OpenSSF gap analysis¶
This file records gaps that prevent a stronger OpenSSF Gold / foundation-grade claim. These items are intentionally not marked as passed without evidence.
Current target¶
- Target: Professional OSS / Mature OSS.
- OpenSSF target: maintain Passing/Silver evidence and improve Scorecard readiness.
- Gold status: not claimed.
Gold / foundation-grade blockers¶
| Gap | Classification | Why it matters | Recommended action |
|---|---|---|---|
| Single active maintainer | Partial | Bus factor is 1. Gold/foundation-grade needs continuity beyond one person. | Recruit and onboard at least one trusted co-maintainer. |
| No independent human PR review evidence | Missing | Recent sampled merged PRs had zero recorded reviews.
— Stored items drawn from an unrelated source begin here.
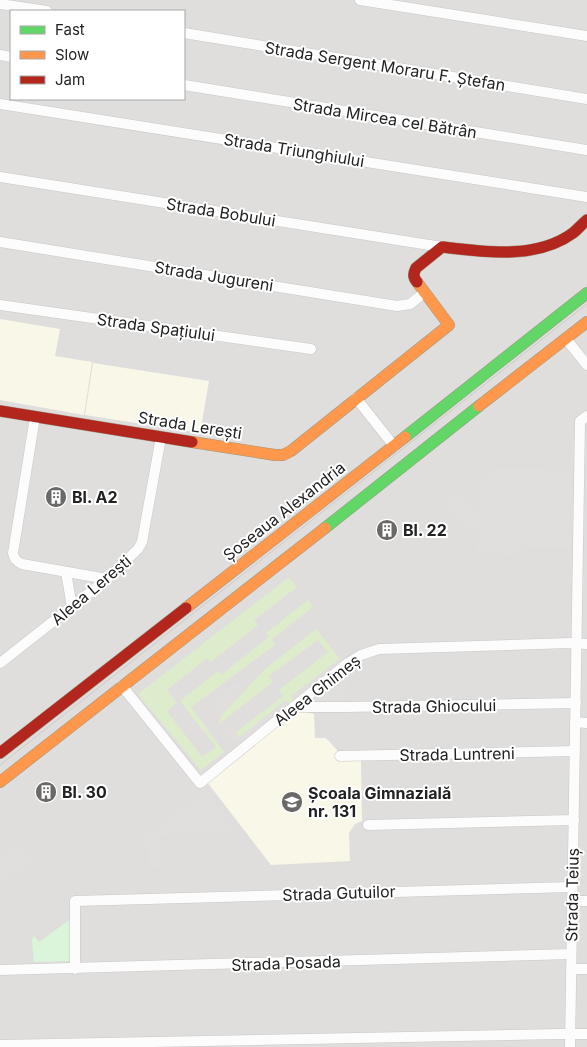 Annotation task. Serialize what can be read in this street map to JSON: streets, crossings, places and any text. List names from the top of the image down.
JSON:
{
  "streets": {
    "main road": ["Strada Lerești", "Șoseaua Alexandria"],
    "street": [
      "Strada Sergent Moraru F. Ștefan",
      "Strada Mircea cel Bătrân",
      "Strada Triunghiului",
      "Strada Bobului",
      "Strada Jugureni",
      "Strada Spațiului",
      "Aleea Lerești",
      "Aleea Ghimeș",
      "Strada Ghiocului",
      "Strada Luntreni",
      "Strada Gutuilor",
      "Strada Teiuș",
      "Strada Posada"
    ]
  },
  "crossings": [
    ["Strada Bobului", "Strada Lerești"],
    ["Strada Jugureni", "Strada Lerești"],
    ["Strada Lerești", "Aleea Lerești"],
    ["Aleea Ghimeș", "Strada Ghiocului"],
    ["Aleea Ghimeș", "Strada Teiuș"],
    ["Strada Ghiocului", "Strada Teiuș"],
    ["Strada Luntreni", "Strada Teiuș"],
    ["Strada Gutuilor", "Strada Teiuș"],
    ["Strada Gutuilor", "Strada Posada"],
    ["Strada Teiuș", "Strada Posada"]
  ],
  "places": {
    "building": ["Bl. A2", "Bl. 22", "Bl. 30"],
    "school or university": ["Școala Gimnazială nr. 131"]
  },
  "legend": ["Fast", "Slow", "Jam"]
}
Bot checks do not replace human review. | Require one human approval once there is a second maintainer. |
| Branch protection classic API mismatch | Passed | GitHub ruleset main is active; the classic endpoint is not the source of truth. |
Keep the ruleset enabled and re-check after CI job name changes. |
| Private reporting setting | Passed | GitHub private reporting was enabled during this hardening pass. | Re-check before each security policy update. |
| Secret scanning and push protection | Passed | Repository settings report both controls enabled. | Keep enabled. |
| SLSA level not formally defined | Partial | Attestations exist, but formal SLSA claim requires scoped evidence. | Define per-artifact SLSA target before claiming. |
| REUSE/SPDX lint not enforced | Partial | Root license exists, but file-level license metadata has not been fully assessed. | Run REUSE audit in report-only mode, then decide enforcement. |
| Dependency license report | Partial | Security audit exists; license inventory should be explicit for legal maturity. | Add license-report generation to release evidence if needed. |
Non-blocking improvements¶
- Add non-blocking OSV Scanner scheduled workflow.
- Add non-blocking hadolint/Trivy/grype container checks with tuned allowlist.
- Add issue response metrics generated from GitHub API.
- Add contributor recognition only if community participation grows.
- Add a maintainer rotation and release shadowing process after a co-maintainer joins.
Do not overclaim¶
Do not advertise Gold, foundation-grade, or CNCF-graduated-style status while the project intentionally remains solo-maintained. Treat those items as optional future growth work, not current blockers.